A paraphrase is…

writing the same information in your own words.  This is an important academic skill because American universities value the ownership of both ideas and style.  You will often paraphrase when you use sources in a research paper, especially when summarizing.  Sometimes your version will be longer or shorter than the original, but the most important thing is that the source’s ideas are clearly explained and the language is authentic to you.

Good paraphrases should:

  • change the sentence structure and grammar
  • uses synonyms and other forms of words with similar meaning
  • include the same idea
  • explain where the idea came from (unless the information is common knowledge)

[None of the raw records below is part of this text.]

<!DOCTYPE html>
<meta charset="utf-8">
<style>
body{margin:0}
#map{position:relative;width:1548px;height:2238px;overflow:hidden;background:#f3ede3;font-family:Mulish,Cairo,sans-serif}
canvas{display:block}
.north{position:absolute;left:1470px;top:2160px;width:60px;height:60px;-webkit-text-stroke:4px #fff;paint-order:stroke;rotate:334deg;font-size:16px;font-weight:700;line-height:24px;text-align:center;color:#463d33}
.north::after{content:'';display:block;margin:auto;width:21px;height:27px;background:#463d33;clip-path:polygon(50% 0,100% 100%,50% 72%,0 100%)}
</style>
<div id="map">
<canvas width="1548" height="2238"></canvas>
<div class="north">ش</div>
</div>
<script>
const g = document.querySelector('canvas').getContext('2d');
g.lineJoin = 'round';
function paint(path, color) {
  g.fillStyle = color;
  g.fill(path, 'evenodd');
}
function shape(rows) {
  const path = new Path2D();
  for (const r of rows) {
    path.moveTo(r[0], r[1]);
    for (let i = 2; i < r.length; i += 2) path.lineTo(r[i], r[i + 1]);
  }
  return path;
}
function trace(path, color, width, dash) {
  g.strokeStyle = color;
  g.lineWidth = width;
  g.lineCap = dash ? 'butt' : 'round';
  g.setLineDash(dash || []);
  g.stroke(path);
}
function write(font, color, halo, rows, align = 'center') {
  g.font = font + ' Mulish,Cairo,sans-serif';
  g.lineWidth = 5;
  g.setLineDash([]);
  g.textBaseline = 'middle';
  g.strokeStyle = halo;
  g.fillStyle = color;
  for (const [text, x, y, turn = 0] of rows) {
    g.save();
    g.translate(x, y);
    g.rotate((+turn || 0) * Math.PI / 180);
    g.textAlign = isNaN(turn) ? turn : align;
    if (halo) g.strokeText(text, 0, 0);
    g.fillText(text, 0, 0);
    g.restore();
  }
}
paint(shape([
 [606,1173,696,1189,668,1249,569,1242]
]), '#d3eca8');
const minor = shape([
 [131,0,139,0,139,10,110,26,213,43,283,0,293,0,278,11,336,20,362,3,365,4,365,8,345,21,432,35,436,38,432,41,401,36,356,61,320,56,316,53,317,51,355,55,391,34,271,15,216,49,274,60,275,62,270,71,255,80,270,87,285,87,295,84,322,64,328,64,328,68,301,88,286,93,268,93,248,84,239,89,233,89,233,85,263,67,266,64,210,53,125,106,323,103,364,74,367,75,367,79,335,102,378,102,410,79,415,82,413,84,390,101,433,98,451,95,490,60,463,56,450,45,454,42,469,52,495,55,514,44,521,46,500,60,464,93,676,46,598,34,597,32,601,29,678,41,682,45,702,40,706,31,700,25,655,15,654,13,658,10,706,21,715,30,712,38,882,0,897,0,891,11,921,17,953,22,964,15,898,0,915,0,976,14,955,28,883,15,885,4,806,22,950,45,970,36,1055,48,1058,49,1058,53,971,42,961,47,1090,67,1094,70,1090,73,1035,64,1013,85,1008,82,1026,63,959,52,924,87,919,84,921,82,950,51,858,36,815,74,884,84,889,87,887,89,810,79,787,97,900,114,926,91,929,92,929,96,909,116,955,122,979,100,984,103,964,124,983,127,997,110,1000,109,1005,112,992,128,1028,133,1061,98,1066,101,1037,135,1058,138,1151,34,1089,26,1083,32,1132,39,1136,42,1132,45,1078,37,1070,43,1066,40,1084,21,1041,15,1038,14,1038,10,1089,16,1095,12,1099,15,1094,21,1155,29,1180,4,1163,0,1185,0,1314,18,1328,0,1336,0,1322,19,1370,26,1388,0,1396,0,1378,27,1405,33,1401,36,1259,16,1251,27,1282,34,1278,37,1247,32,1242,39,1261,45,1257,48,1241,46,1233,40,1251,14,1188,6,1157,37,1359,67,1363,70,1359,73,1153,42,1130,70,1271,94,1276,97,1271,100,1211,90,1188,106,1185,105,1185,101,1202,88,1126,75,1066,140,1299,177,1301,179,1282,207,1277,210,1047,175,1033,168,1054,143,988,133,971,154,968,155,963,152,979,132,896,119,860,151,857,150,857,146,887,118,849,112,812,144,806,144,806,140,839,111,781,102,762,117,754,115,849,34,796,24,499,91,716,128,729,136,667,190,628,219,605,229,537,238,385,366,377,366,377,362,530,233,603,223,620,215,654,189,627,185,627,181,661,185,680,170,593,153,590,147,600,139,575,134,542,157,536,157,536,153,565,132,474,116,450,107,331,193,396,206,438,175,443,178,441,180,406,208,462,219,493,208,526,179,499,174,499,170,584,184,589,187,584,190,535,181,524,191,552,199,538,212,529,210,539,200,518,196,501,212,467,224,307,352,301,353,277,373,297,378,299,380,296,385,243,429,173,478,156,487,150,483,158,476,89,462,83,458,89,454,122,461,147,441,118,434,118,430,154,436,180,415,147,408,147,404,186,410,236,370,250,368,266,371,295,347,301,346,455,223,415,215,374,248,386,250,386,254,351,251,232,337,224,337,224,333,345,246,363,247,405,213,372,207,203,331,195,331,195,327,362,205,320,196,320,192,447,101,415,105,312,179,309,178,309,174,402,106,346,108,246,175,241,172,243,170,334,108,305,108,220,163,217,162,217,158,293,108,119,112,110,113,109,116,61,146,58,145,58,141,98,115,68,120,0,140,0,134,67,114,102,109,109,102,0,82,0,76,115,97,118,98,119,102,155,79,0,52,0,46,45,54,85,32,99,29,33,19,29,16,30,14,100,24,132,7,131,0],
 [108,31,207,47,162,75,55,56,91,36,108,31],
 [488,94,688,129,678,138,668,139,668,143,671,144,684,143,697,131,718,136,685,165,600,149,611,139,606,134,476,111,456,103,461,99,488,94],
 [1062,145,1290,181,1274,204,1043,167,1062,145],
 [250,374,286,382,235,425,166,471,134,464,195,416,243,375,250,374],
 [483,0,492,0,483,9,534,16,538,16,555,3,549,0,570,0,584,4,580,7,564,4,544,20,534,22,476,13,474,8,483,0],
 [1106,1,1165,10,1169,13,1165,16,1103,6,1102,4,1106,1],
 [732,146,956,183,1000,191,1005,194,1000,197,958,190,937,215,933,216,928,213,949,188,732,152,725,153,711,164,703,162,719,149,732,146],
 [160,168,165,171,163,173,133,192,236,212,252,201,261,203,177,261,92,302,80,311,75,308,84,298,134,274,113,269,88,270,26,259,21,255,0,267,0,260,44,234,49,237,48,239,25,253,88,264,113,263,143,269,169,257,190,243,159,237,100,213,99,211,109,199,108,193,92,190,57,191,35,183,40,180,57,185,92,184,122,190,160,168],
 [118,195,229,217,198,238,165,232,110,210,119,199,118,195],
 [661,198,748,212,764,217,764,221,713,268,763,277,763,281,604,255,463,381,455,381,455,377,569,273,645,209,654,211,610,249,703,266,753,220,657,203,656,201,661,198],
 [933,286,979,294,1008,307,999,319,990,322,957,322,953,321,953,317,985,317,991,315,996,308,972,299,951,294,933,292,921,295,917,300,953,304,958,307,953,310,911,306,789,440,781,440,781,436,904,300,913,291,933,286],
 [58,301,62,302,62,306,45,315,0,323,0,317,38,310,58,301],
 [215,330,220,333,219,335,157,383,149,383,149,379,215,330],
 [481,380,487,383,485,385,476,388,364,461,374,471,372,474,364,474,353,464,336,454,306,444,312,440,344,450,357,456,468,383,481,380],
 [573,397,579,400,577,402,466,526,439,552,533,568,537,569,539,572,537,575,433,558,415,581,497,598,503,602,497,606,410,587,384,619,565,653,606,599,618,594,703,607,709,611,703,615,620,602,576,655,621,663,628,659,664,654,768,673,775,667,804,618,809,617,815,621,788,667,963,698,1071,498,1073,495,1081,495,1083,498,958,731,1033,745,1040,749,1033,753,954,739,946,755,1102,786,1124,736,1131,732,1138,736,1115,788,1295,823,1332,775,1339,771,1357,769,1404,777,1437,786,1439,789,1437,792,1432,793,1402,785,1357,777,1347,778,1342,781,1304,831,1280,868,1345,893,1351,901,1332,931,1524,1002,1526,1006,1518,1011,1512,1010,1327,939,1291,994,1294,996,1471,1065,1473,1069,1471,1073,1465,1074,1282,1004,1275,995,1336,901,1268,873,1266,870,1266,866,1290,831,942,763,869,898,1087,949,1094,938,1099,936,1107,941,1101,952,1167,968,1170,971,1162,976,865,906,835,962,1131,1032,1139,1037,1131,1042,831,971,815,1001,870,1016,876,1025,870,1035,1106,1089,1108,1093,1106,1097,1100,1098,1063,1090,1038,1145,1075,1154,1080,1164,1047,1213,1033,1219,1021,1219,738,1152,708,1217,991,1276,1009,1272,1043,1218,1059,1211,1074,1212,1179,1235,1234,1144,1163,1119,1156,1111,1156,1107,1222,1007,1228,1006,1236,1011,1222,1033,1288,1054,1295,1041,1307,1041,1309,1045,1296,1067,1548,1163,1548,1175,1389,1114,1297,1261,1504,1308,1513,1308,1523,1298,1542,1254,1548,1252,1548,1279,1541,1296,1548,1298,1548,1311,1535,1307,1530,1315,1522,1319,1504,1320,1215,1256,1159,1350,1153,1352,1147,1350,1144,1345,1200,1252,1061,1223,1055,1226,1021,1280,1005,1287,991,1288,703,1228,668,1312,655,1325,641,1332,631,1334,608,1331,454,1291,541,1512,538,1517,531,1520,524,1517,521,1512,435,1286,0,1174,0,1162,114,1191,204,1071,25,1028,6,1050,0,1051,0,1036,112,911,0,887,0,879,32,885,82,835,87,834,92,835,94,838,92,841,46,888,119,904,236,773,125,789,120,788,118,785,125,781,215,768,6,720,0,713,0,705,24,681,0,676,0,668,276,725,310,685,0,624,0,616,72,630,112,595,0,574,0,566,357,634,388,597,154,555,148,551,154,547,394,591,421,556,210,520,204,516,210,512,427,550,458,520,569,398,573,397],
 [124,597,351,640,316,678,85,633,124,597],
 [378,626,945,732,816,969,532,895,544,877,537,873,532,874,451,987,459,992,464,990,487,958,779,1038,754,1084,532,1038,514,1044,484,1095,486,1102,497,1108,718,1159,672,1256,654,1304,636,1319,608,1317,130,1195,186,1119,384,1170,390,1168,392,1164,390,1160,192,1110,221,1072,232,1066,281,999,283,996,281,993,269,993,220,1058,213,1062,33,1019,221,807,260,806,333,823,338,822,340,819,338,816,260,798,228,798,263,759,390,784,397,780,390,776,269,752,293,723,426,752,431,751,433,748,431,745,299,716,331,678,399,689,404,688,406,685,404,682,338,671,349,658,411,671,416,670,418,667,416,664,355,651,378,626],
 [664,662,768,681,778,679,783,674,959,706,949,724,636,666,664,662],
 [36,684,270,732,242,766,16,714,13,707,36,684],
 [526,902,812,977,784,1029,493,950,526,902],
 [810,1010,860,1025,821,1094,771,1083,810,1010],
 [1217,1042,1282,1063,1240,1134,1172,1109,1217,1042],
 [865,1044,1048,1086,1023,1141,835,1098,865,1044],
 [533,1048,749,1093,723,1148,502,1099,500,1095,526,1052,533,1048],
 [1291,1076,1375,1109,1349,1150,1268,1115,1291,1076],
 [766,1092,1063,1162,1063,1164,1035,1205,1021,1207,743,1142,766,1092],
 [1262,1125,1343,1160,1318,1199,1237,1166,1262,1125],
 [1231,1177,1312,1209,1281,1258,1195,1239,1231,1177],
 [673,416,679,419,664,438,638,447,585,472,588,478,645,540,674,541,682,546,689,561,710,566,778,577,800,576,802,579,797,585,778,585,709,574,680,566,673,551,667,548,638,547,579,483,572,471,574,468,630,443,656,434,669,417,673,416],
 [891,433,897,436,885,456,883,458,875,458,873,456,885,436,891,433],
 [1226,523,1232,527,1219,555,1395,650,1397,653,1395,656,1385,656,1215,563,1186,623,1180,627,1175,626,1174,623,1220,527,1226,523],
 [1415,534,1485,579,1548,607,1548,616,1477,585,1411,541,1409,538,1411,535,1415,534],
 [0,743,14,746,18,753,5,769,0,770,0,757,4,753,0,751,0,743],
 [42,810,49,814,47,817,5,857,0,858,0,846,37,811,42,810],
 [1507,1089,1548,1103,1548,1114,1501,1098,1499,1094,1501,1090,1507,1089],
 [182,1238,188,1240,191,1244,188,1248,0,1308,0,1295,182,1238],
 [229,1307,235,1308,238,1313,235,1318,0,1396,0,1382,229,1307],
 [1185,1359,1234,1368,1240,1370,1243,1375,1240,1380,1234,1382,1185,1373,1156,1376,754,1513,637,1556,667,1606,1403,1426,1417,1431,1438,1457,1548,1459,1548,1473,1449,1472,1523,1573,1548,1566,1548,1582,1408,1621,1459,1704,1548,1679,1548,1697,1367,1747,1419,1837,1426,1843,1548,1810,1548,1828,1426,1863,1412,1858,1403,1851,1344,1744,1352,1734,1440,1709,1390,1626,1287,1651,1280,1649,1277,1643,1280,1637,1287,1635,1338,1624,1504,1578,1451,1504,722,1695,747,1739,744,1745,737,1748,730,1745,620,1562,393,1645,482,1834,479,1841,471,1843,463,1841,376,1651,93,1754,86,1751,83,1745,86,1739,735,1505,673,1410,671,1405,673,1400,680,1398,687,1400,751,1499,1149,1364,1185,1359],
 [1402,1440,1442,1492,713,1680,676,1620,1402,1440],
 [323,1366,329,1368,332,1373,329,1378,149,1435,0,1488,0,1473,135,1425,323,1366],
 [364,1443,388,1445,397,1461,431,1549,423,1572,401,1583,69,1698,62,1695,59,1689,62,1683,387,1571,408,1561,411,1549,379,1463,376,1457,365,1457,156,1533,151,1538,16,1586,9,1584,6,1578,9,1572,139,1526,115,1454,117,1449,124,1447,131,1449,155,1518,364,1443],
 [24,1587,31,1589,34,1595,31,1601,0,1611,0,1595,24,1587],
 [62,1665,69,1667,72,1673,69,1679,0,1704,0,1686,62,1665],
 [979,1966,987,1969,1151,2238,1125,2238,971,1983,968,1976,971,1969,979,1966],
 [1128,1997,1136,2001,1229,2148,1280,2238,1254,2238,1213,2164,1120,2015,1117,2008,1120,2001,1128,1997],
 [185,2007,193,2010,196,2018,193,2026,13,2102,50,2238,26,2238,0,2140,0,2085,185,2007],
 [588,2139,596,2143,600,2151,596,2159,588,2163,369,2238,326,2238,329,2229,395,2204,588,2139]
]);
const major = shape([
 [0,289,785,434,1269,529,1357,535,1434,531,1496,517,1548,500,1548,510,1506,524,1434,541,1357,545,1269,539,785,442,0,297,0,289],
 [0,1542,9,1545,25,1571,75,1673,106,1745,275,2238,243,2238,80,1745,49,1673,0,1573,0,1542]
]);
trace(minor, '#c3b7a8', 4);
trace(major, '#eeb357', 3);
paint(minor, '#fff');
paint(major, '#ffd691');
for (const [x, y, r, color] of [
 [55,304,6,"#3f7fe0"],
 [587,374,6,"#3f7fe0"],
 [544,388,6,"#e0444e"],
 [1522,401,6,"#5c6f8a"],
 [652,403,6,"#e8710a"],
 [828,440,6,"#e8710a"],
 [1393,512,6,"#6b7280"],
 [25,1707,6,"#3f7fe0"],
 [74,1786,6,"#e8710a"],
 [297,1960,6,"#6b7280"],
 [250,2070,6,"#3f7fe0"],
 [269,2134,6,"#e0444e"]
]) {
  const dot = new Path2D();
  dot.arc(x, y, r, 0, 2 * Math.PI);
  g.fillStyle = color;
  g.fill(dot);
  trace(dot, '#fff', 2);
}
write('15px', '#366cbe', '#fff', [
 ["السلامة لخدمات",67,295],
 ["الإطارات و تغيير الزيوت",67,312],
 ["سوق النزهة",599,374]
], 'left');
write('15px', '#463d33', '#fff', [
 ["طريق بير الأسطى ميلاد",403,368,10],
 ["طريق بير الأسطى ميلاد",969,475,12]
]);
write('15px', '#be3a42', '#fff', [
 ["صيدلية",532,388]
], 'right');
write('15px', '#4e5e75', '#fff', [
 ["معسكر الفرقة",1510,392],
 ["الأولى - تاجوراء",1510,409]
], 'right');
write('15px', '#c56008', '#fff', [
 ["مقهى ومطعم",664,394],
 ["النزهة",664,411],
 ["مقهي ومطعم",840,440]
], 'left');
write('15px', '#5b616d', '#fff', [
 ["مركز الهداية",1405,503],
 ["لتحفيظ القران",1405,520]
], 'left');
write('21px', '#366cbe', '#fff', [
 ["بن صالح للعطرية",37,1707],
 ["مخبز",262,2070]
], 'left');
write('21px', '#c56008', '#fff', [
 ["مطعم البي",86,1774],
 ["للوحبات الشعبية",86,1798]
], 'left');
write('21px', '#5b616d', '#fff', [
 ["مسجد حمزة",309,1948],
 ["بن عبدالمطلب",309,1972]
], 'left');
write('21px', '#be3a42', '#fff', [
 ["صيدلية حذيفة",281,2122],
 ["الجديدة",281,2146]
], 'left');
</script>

Common paraphrase mistakes are:

  • changing only the words or grammar, but staying too close to the original
  • misunderstanding or changing the meaning of the original
  • adding opinions or personal commentary
  • not showing clearly which ideas are from a source and which are from the writer


Usually, a computer program or teacher will consider plagiarism as more than 4 words together from the original.  Even so, you should not copy key words: verbs, nouns, adjectives, or expressions that are unique.

Still, some fields have words and phrases that are common and all experts should know and use.  Paraphrases may include these, even if they are more than 4 words long.

Strategies for paraphrasing

You can only write a good paraphrase if you understand the meaning of the original sentence.  Most importantly, the paraphrase should never change the meaning, and someone who reads your paraphrase should understand the general idea of the original.  For summarizing a large article, it’s tempting to copy phrases or impressive words, but these are the source’s words, not yours.  When you take notes on the original, mark when you have copied key words.

Paraphrasing.PNGThere are many ways to write a good paraphrase. If you don’t know where to start, practice a combination of these:

  • connect two sentences or change the connecting words/transition
  • switch the order of ideas
  • change the sentence to negative or positive
  • change a part of speech
  • use synonyms
  • change a sentence from active to passive
  • give a definition inside a sentence
  • use a reporting signal to introduce the author

Hirvela, A., & Du, Q. (2013). “Why am I paraphrasing?”: Undergraduate ESL writers’ engagement with source-based academic writing and reading. Journal of English for Academic Purposes12(2), 87-98.